Not buying right away is one thing. Writing you off completely is another.

Creating a relevant landing page experience sounds easy-ish, but customers are picky as hell.  “Nothing to do with them” is more nuanced than you might think.

The problem isn’t that you’re offering something completely out of pocket. The problem is giving them information that doesn’t match their level of awareness.

What “Problem-Aware” really means

Imagine you’re a first-time homeowner with a raccoon problem.

You are almost positive you’ve seen them in your garage. They freak you out and you want them gone…but you don’t really know the extent of the problem.

You know next to nothing about raccoons. You don’t know if they bite or scratch or spit freaky raccoon acid. You don’t know if there’s something in your garage that could be attracting them.  You don’t know if they’re stealing your tools and you don’t even know if your cats are safe from their weird racoon hand-paws.

You would definitely like a way to get rid of them, but you really want to know what the hell you’re dealing with. 

You are problem aware.

In his copywriting classic Breakthrough Advertising, Eugene Schwartz identifies the five levels of customer awareness, with problem-aware (just above unaware) described as this:

“Problem aware prospects know they have a problem, and have some idea of what that problem is, but they may not completely understand it. They haven’t dealt with this problem before. They’re totally unfamiliar with possible solutions.”

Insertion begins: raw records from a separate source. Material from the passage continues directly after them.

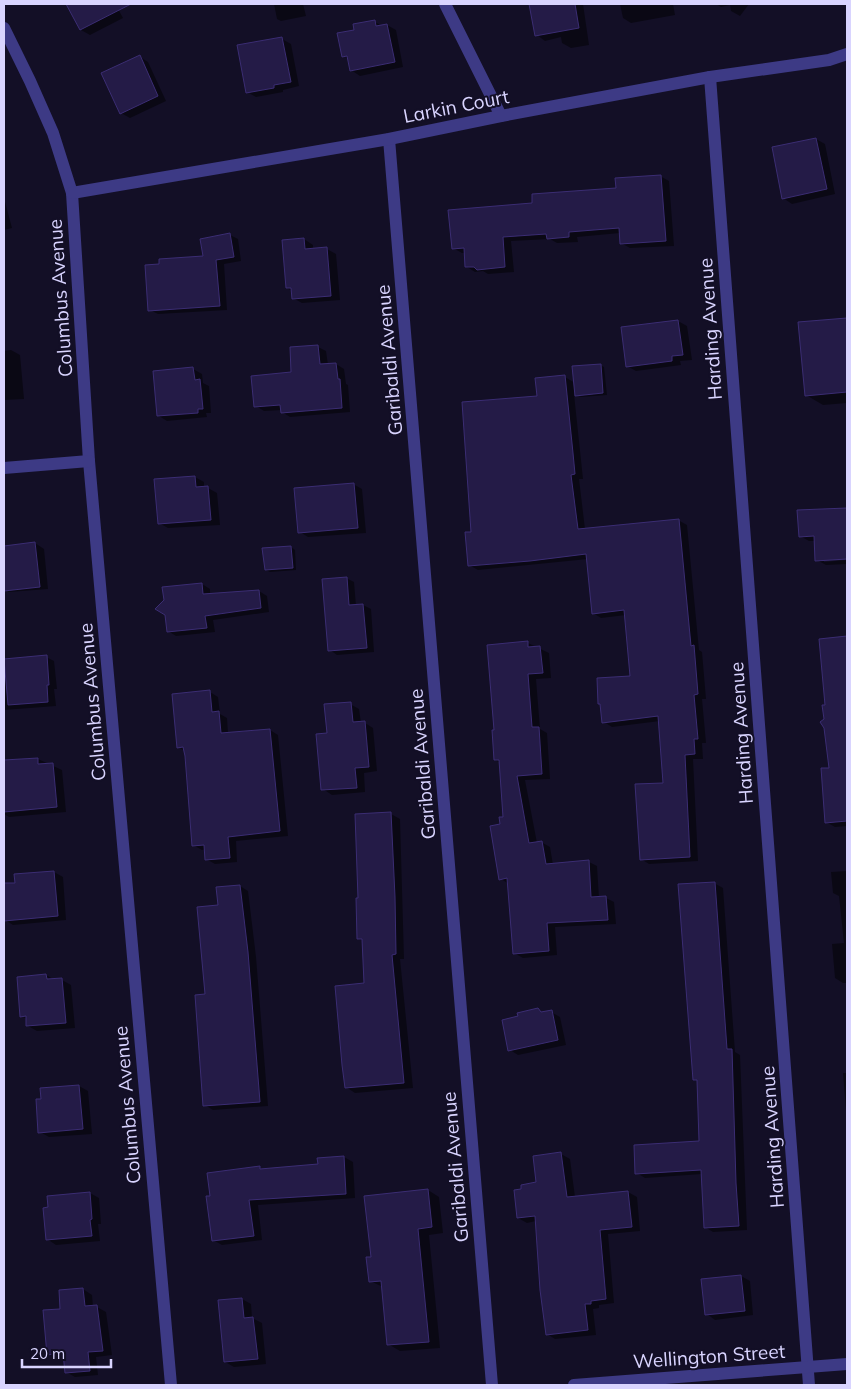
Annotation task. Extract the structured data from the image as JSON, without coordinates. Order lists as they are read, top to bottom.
{
  "streets": {
    "street": [
      "Larkin Court",
      "Columbus Avenue",
      "Harding Avenue",
      "Garibaldi Avenue",
      "Wellington Street"
    ]
  },
  "crossings": [
    ["Larkin Court", "Columbus Avenue"],
    ["Larkin Court", "Harding Avenue"],
    ["Larkin Court", "Garibaldi Avenue"],
    ["Harding Avenue", "Wellington Street"]
  ],
  "scale_bar": "20 m"
}
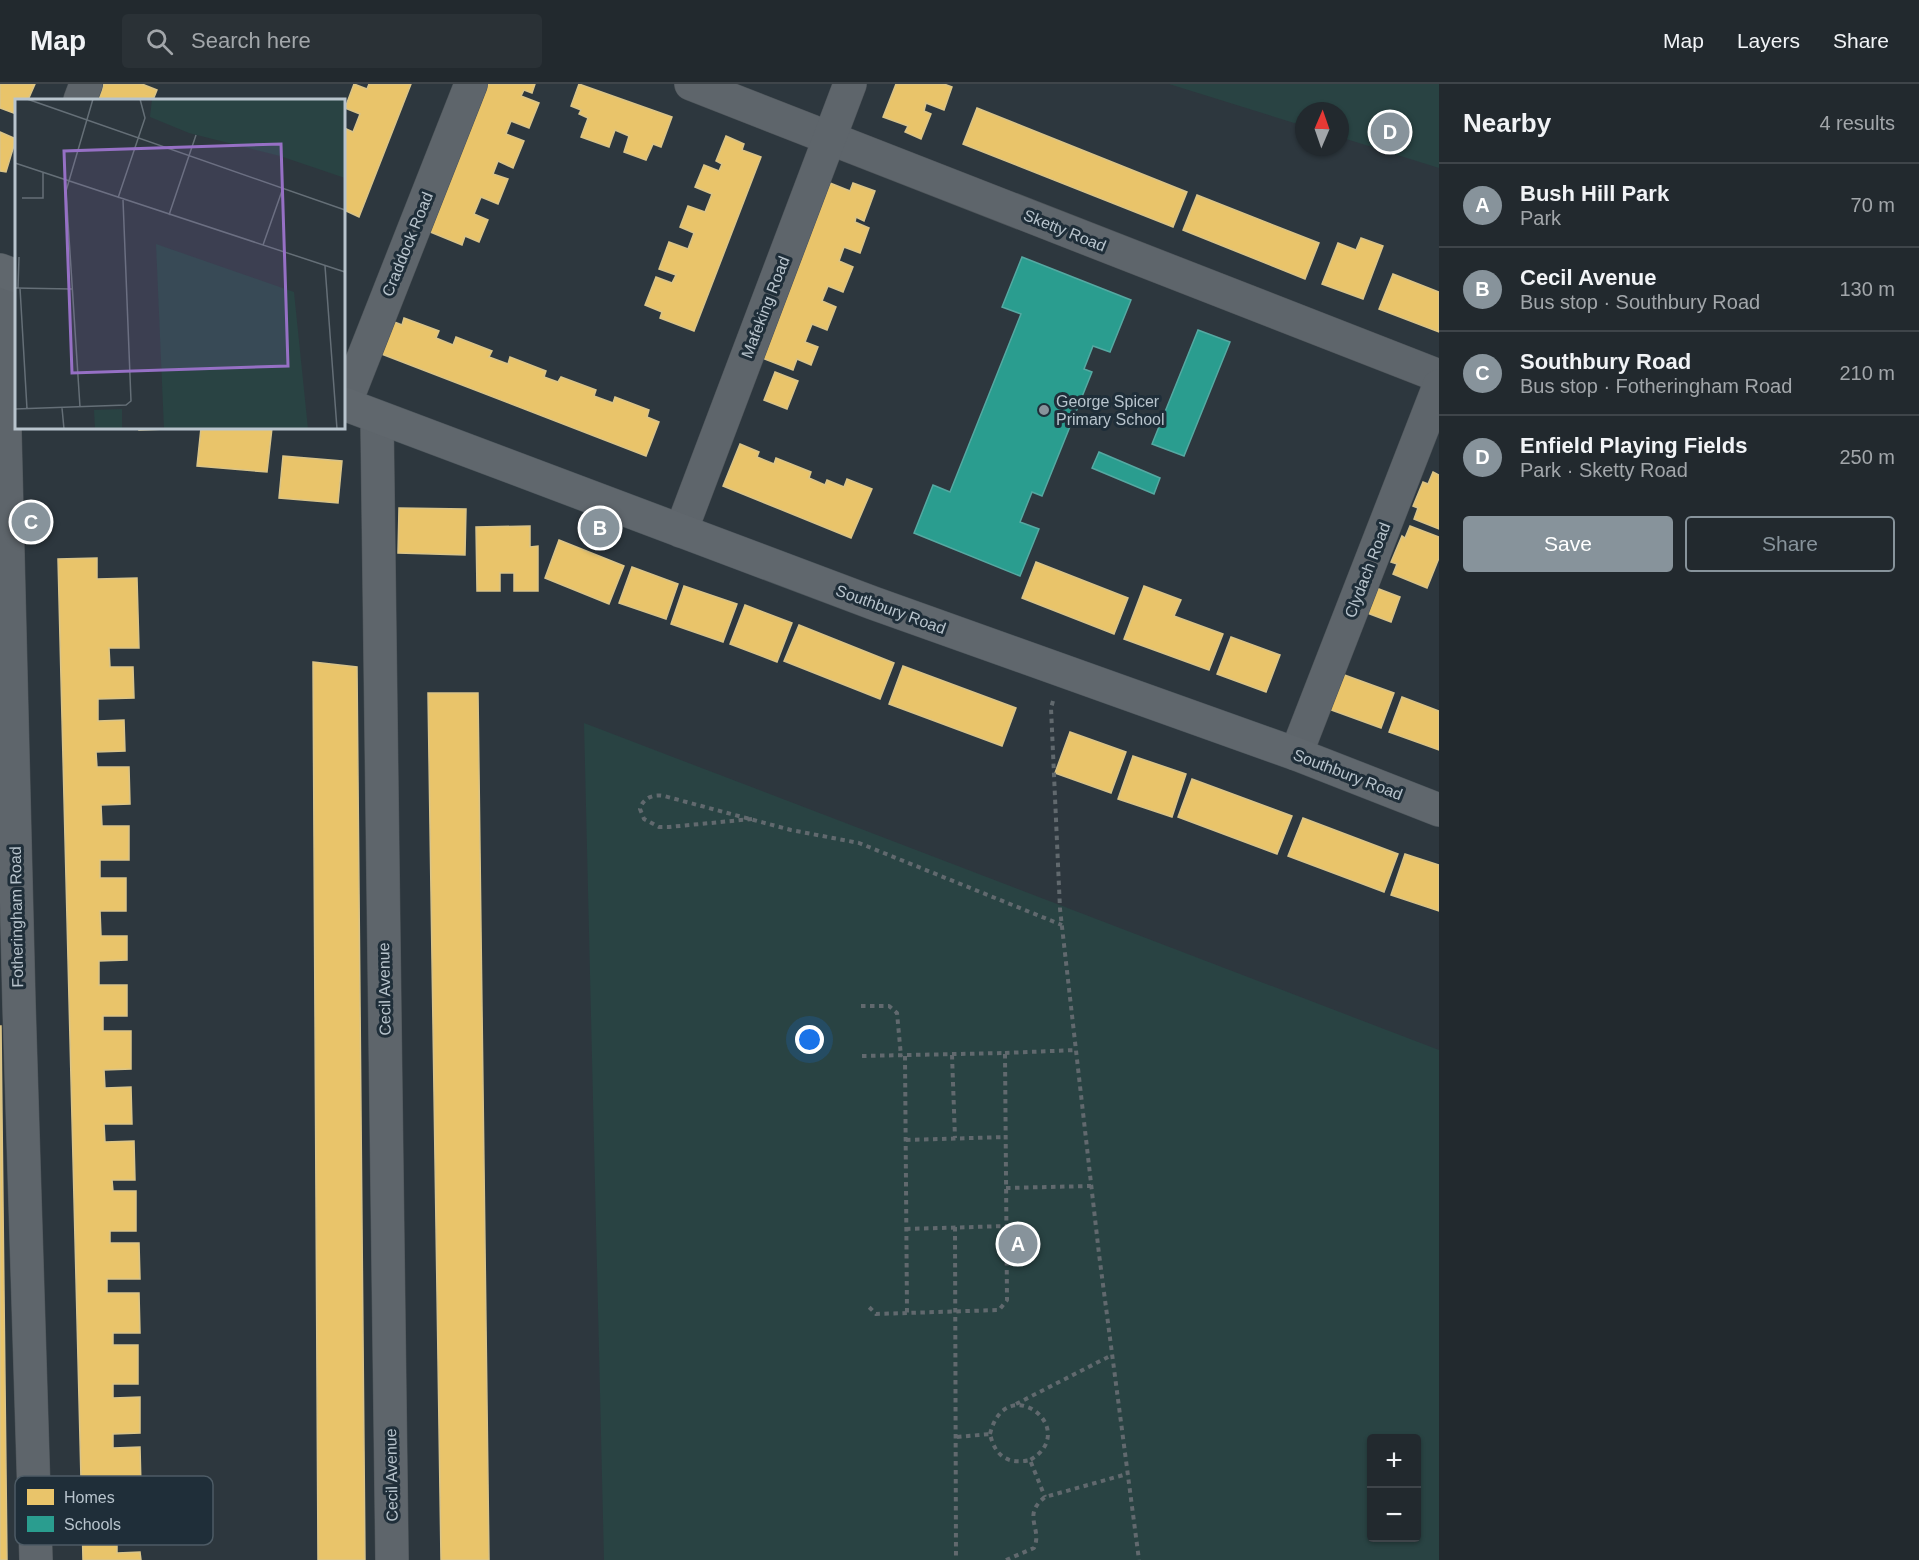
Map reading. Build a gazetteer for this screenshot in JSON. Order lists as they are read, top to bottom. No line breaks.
{"streets":{"main road":["Southbury Road"],"street":["Sketty Road","Craddock Road","Mafeking Road","Clydach Road","Fotheringham Road","Cecil Avenue"]},"crossings":[["Sketty Road","Mafeking Road"],["Mafeking Road","Southbury Road"],["Clydach Road","Southbury Road"],["Southbury Road","Cecil Avenue"]],"places":["George Spicer Primary School"],"legend":["Homes","Schools"],"north":"top","page":{"header":"Map","search":"Search here","nav":["Map","Layers","Share"],"heading":["Nearby","4 results"],"pins":["D","C","B","A"],"list":[{"mark":"A","name":"Bush Hill Park","note":"Park","value":"70 m"},{"mark":"B","name":"Cecil Avenue","note":"Bus stop · Southbury Road","value":"130 m"},{"mark":"C","name":"Southbury Road","note":"Bus stop · Fotheringham Road","value":"210 m"},{"mark":"D","name":"Enfield Playing Fields","note":"Park · Sketty Road","value":"250 m"}],"buttons":["Save","Share"],"map_buttons":["+","−"]}}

Even though your prospect knows he/she has a problem, chances are they don’t fully understand it. They’ve never had to deal with this before.

Visitors of your problem-aware landing page are relatively cold. They’re experiencing the pain of their problem and they don’t know anything about solutions.

Would they like one? Sure. But first they need someone who understands what they’re going through.  The problem-aware landing page is where you set the tone.

There are a couple of ways to analyze your prospect’s situation and expectations.

Wider Funnel’s LIFT Model does a good job showing you all that goes into the value proposition when a prospect first comes into contact, but in my opinion it doesn’t show the whole story.

That’s why I prefer the Hero’s Journey. 

Donald Miller lays out the Hero’s Journey like so:

The hero (your prospect) has a problem, and even though they don’t know you, something (ad copy, search results, a well-placed referral link) is hinting that you may be able to point them in the right direction.

This is your chance to enter the story, but remember — your prospect is at the beginning of their journey. It’s still relatively easy for them to “try out” different guides. Whether that’s you or someone else.

So, how can you make sure your problem-aware landing page shows that you understand the problem? 

How do you show that you are worth your prospect’s trust?

Empathy. A whole heaping amount of empathy. 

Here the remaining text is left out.